- About this task -
The following listing has lines to check for the word "lane"; give only the number of lines that contain it.

***** Dataset records

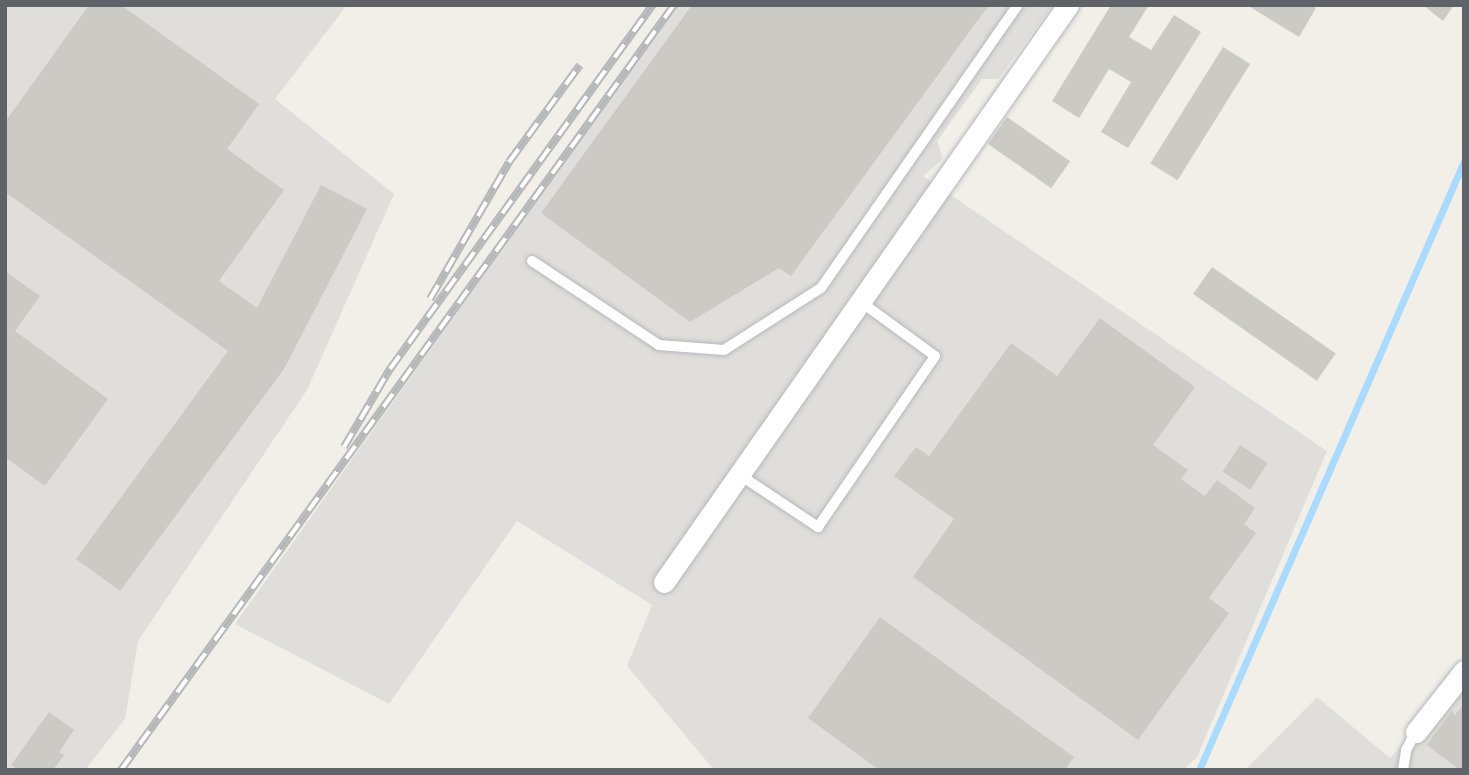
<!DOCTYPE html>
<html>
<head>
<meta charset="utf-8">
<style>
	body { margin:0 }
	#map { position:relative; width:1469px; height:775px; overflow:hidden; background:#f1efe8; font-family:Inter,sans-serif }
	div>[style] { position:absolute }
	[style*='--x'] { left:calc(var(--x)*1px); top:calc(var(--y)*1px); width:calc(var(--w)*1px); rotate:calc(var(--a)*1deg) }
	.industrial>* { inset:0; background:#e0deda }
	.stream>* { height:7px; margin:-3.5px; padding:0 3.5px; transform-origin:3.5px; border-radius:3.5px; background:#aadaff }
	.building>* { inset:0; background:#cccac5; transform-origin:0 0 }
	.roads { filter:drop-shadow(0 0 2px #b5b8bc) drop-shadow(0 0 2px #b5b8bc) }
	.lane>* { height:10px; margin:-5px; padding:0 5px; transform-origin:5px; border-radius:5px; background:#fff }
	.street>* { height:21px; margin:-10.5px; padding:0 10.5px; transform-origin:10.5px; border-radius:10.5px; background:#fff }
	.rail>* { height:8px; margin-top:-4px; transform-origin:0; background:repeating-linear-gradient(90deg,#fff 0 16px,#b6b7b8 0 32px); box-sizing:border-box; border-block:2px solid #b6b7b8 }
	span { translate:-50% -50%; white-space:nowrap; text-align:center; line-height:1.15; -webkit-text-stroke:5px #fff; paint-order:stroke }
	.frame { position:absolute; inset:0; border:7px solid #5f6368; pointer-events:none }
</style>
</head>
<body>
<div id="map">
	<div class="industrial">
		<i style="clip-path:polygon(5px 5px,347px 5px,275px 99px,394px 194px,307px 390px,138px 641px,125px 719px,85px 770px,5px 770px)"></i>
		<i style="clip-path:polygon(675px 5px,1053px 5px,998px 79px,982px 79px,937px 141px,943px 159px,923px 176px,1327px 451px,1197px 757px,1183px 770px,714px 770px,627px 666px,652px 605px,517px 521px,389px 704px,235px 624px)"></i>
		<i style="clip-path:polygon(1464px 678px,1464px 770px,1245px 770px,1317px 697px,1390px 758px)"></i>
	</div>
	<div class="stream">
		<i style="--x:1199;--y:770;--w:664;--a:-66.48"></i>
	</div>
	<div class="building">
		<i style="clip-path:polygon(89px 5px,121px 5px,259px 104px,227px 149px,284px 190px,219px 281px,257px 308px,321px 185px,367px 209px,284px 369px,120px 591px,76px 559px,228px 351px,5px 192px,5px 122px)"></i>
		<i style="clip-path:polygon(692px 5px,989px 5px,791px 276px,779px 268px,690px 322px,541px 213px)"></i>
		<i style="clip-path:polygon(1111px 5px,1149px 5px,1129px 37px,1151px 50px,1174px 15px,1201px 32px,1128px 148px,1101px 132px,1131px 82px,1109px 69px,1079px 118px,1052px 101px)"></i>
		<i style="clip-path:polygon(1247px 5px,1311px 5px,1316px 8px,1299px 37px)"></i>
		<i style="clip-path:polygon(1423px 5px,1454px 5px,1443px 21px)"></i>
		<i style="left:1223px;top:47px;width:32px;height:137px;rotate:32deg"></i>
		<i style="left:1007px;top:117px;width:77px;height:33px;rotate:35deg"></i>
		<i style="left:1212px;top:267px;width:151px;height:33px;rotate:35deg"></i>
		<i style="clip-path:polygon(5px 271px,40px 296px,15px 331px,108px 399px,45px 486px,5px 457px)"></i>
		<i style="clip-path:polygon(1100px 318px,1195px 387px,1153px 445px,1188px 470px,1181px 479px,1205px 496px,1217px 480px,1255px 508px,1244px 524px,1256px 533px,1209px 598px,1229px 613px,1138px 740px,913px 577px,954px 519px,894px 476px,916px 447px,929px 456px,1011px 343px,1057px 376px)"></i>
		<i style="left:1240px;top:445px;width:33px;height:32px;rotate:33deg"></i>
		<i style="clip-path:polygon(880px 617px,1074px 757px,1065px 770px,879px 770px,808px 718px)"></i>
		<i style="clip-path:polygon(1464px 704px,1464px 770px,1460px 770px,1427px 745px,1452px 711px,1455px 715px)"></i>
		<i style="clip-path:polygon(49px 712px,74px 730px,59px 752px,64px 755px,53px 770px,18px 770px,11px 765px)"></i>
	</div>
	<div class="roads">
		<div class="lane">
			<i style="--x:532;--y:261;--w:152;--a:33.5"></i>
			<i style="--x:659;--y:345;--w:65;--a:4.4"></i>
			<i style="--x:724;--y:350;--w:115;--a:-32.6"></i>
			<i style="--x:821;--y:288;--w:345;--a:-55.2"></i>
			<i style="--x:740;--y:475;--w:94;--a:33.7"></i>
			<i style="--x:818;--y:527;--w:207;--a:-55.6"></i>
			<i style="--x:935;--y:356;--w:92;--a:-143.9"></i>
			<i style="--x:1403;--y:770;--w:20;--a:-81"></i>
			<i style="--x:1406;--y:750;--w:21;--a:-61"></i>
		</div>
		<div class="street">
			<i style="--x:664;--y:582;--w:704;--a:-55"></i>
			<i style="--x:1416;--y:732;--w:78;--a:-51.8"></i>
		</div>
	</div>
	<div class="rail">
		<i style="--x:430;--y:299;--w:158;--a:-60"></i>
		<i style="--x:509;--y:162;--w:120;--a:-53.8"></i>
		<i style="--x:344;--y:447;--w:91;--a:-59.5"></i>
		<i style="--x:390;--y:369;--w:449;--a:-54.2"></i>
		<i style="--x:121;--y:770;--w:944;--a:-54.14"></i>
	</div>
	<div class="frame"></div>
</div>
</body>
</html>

**********

- Response to this exercise -
2